## Exercise directions:
The listing must be reproduced in full, exactly as it stands.

## Data:
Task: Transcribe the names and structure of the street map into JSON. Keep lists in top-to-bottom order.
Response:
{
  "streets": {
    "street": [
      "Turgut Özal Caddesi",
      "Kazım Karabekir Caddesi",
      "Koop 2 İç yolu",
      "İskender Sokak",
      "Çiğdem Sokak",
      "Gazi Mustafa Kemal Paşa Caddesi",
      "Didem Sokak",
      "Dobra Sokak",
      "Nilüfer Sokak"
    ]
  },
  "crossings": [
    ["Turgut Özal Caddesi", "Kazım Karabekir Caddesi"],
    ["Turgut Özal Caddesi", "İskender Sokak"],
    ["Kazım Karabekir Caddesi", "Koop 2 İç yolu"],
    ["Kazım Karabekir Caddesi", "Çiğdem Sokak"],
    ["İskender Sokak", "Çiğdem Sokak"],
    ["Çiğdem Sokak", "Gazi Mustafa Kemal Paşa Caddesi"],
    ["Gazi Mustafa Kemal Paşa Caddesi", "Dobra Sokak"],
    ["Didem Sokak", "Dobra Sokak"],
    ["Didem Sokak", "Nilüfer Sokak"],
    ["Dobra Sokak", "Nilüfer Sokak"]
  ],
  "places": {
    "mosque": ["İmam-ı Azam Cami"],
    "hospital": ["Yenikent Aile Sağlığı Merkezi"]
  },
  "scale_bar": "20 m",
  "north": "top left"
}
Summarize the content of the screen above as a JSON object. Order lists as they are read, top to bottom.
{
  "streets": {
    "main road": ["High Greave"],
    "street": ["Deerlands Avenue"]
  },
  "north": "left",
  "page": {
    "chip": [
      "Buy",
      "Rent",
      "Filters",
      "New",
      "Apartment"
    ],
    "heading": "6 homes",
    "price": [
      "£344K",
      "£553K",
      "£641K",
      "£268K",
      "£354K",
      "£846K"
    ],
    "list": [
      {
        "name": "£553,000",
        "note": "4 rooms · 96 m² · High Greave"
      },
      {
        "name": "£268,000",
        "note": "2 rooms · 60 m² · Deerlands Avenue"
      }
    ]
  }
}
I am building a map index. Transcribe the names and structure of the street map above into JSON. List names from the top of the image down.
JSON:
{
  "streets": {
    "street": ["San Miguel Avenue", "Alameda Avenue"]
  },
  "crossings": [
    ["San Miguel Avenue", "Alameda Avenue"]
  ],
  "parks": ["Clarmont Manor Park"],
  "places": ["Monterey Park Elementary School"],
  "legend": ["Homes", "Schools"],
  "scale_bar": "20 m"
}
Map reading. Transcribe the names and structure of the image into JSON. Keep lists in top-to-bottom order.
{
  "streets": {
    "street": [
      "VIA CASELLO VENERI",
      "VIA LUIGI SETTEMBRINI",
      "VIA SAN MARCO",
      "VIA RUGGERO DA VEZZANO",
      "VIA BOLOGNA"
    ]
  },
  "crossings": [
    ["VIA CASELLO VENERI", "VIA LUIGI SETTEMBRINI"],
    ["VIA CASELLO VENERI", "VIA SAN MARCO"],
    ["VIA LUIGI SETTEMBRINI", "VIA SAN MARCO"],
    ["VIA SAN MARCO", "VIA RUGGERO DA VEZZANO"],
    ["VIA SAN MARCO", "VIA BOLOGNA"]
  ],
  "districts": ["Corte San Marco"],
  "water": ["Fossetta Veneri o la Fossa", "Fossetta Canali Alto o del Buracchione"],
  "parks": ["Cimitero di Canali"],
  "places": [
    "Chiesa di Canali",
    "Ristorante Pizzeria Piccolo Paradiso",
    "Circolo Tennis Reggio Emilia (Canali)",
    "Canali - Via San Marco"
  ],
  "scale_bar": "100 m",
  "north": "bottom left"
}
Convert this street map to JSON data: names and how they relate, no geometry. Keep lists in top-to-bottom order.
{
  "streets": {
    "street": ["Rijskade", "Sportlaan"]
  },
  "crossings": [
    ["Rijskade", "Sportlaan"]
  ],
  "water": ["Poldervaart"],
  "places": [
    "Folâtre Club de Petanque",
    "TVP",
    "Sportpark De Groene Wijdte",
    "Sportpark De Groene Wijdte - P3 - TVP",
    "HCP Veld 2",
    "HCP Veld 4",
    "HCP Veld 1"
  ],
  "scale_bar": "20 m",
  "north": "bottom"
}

## Solution to the exercise:
Task: Transcribe the names and structure of the street map into JSON. Keep lists in top-to-bottom order.
Response:
{
  "streets": {
    "street": [
      "Turgut Özal Caddesi",
      "Kazım Karabekir Caddesi",
      "Koop 2 İç yolu",
      "İskender Sokak",
      "Çiğdem Sokak",
      "Gazi Mustafa Kemal Paşa Caddesi",
      "Didem Sokak",
      "Dobra Sokak",
      "Nilüfer Sokak"
    ]
  },
  "crossings": [
    ["Turgut Özal Caddesi", "Kazım Karabekir Caddesi"],
    ["Turgut Özal Caddesi", "İskender Sokak"],
    ["Kazım Karabekir Caddesi", "Koop 2 İç yolu"],
    ["Kazım Karabekir Caddesi", "Çiğdem Sokak"],
    ["İskender Sokak", "Çiğdem Sokak"],
    ["Çiğdem Sokak", "Gazi Mustafa Kemal Paşa Caddesi"],
    ["Gazi Mustafa Kemal Paşa Caddesi", "Dobra Sokak"],
    ["Didem Sokak", "Dobra Sokak"],
    ["Didem Sokak", "Nilüfer Sokak"],
    ["Dobra Sokak", "Nilüfer Sokak"]
  ],
  "places": {
    "mosque": ["İmam-ı Azam Cami"],
    "hospital": ["Yenikent Aile Sağlığı Merkezi"]
  },
  "scale_bar": "20 m",
  "north": "top left"
}
Summarize the content of the screen above as a JSON object. Order lists as they are read, top to bottom.
{
  "streets": {
    "main road": ["High Greave"],
    "street": ["Deerlands Avenue"]
  },
  "north": "left",
  "page": {
    "chip": [
      "Buy",
      "Rent",
      "Filters",
      "New",
      "Apartment"
    ],
    "heading": "6 homes",
    "price": [
      "£344K",
      "£553K",
      "£641K",
      "£268K",
      "£354K",
      "£846K"
    ],
    "list": [
      {
        "name": "£553,000",
        "note": "4 rooms · 96 m² · High Greave"
      },
      {
        "name": "£268,000",
        "note": "2 rooms · 60 m² · Deerlands Avenue"
      }
    ]
  }
}
I am building a map index. Transcribe the names and structure of the street map above into JSON. List names from the top of the image down.
JSON:
{
  "streets": {
    "street": ["San Miguel Avenue", "Alameda Avenue"]
  },
  "crossings": [
    ["San Miguel Avenue", "Alameda Avenue"]
  ],
  "parks": ["Clarmont Manor Park"],
  "places": ["Monterey Park Elementary School"],
  "legend": ["Homes", "Schools"],
  "scale_bar": "20 m"
}
Map reading. Transcribe the names and structure of the image into JSON. Keep lists in top-to-bottom order.
{
  "streets": {
    "street": [
      "VIA CASELLO VENERI",
      "VIA LUIGI SETTEMBRINI",
      "VIA SAN MARCO",
      "VIA RUGGERO DA VEZZANO",
      "VIA BOLOGNA"
    ]
  },
  "crossings": [
    ["VIA CASELLO VENERI", "VIA LUIGI SETTEMBRINI"],
    ["VIA CASELLO VENERI", "VIA SAN MARCO"],
    ["VIA LUIGI SETTEMBRINI", "VIA SAN MARCO"],
    ["VIA SAN MARCO", "VIA RUGGERO DA VEZZANO"],
    ["VIA SAN MARCO", "VIA BOLOGNA"]
  ],
  "districts": ["Corte San Marco"],
  "water": ["Fossetta Veneri o la Fossa", "Fossetta Canali Alto o del Buracchione"],
  "parks": ["Cimitero di Canali"],
  "places": [
    "Chiesa di Canali",
    "Ristorante Pizzeria Piccolo Paradiso",
    "Circolo Tennis Reggio Emilia (Canali)",
    "Canali - Via San Marco"
  ],
  "scale_bar": "100 m",
  "north": "bottom left"
}
Convert this street map to JSON data: names and how they relate, no geometry. Keep lists in top-to-bottom order.
{
  "streets": {
    "street": ["Rijskade", "Sportlaan"]
  },
  "crossings": [
    ["Rijskade", "Sportlaan"]
  ],
  "water": ["Poldervaart"],
  "places": [
    "Folâtre Club de Petanque",
    "TVP",
    "Sportpark De Groene Wijdte",
    "Sportpark De Groene Wijdte - P3 - TVP",
    "HCP Veld 2",
    "HCP Veld 4",
    "HCP Veld 1"
  ],
  "scale_bar": "20 m",
  "north": "bottom"
}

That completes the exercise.